I kind of think I'm trying to tell a story and it does have to live and breathe a little. When I get to the editing I need to show more discipline, but he does have a point, at least around hte creative process.
 
But then again it does depend, as I think this thread shows, on the individual person. And of course you should do what works. Of course.

Hence I disagree that one way is more creative than the other - it depends heavily on the person. I am 10,000x more creative by plotting (ok exaggerating a bit there ;), but it is orders of magnitude better for me, over letting a story develop on the fly) and it helps to substantiate a much better setting, plot and raft of characters, it helps me focus on what's really important in the writing, and (hopefully) produce something really standout, believable and consistent.

But then I'm also an extrovert thinker (can get ideas very quickly by dialogue with someone else, rather than sitting in a dark room and pondering) and I think this is relevant.
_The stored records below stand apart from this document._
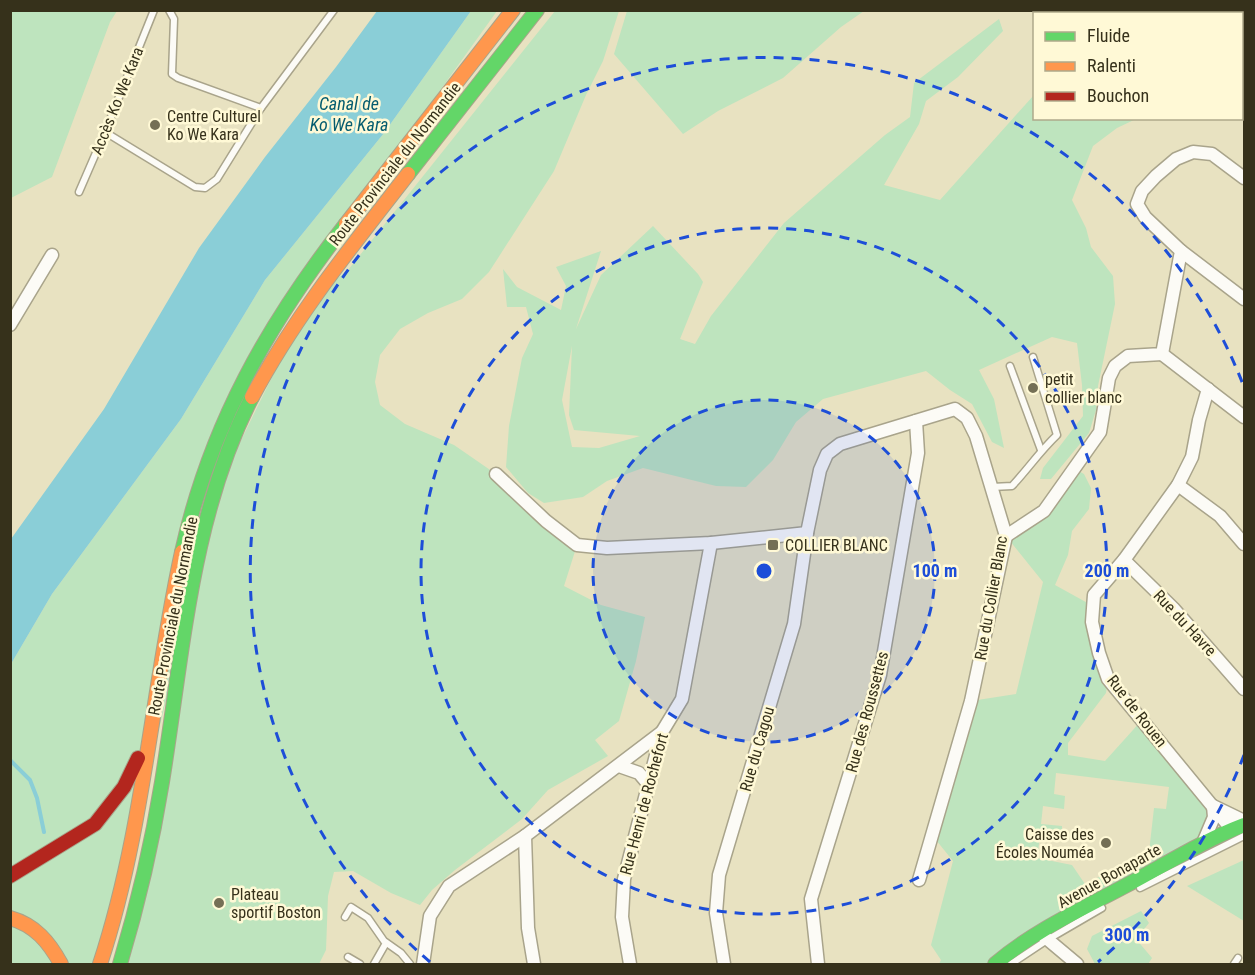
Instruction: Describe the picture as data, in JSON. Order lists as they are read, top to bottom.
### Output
{
  "streets": {
    "main road": ["Route Provinciale du Normandie", "Avenue Bonaparte"],
    "street": [
      "Rue du Collier Blanc",
      "Rue du Havre",
      "Rue de Rouen",
      "Rue des Roussettes",
      "Rue du Cagou",
      "Rue Henri de Rochefort"
    ],
    "lane": ["Accès Ko We Kara"]
  },
  "crossings": [
    ["Rue du Collier Blanc", "Rue des Roussettes"],
    ["Rue du Collier Blanc", "Rue du Cagou"],
    ["Rue du Havre", "Rue de Rouen"],
    ["Rue de Rouen", "Avenue Bonaparte"]
  ],
  "water": ["Canal de Ko We Kara"],
  "places": {
    "other": [
      "Centre Culturel Ko We Kara",
      "petit collier blanc",
      "Caisse des Écoles Nouméa",
      "Plateau sportif Boston"
    ],
    "transit": ["COLLIER BLANC"]
  },
  "legend": ["Fluide", "Ralenti", "Bouchon"],
  "rings": ["100 m", "200 m", "300 m"]
}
Because all the notes, plots, character summaries and other things that I produce before even starting a big work are my way of 'setting up a dialogue' so that I can examine and expand on my ideas and make them really better.


If I did it the Stephen King way I would probably produce a vast door stop of meandering inconsequencial purple prose with a story buried somewhere inside, filled with half-cliches. That's if I ever got to the end. Not that I'm implying that SK's work is like that - he has a very easy to read style. But I think he definitely overwrites (perhaps because he knows he can - JK Rowling style). He's not an author I would aspire to be.
 
I don't think it matters which way you go about it. As long as the characters are just ruling stories and not real life.

I've tried plotting and it couldn't have gone any more pear-shaped lol It does mean I wirte thousands of unneccessary words and delete many more. I wanted to change it and be more organised, but I am resigned to that is how it works now.
 
I've tried plotting and it couldn't have gone any more pear-shaped lol It does mean I wirte thousands of unneccessary words and delete many more. I wanted to change it and be more organised, but I am resigned to that is how it works now.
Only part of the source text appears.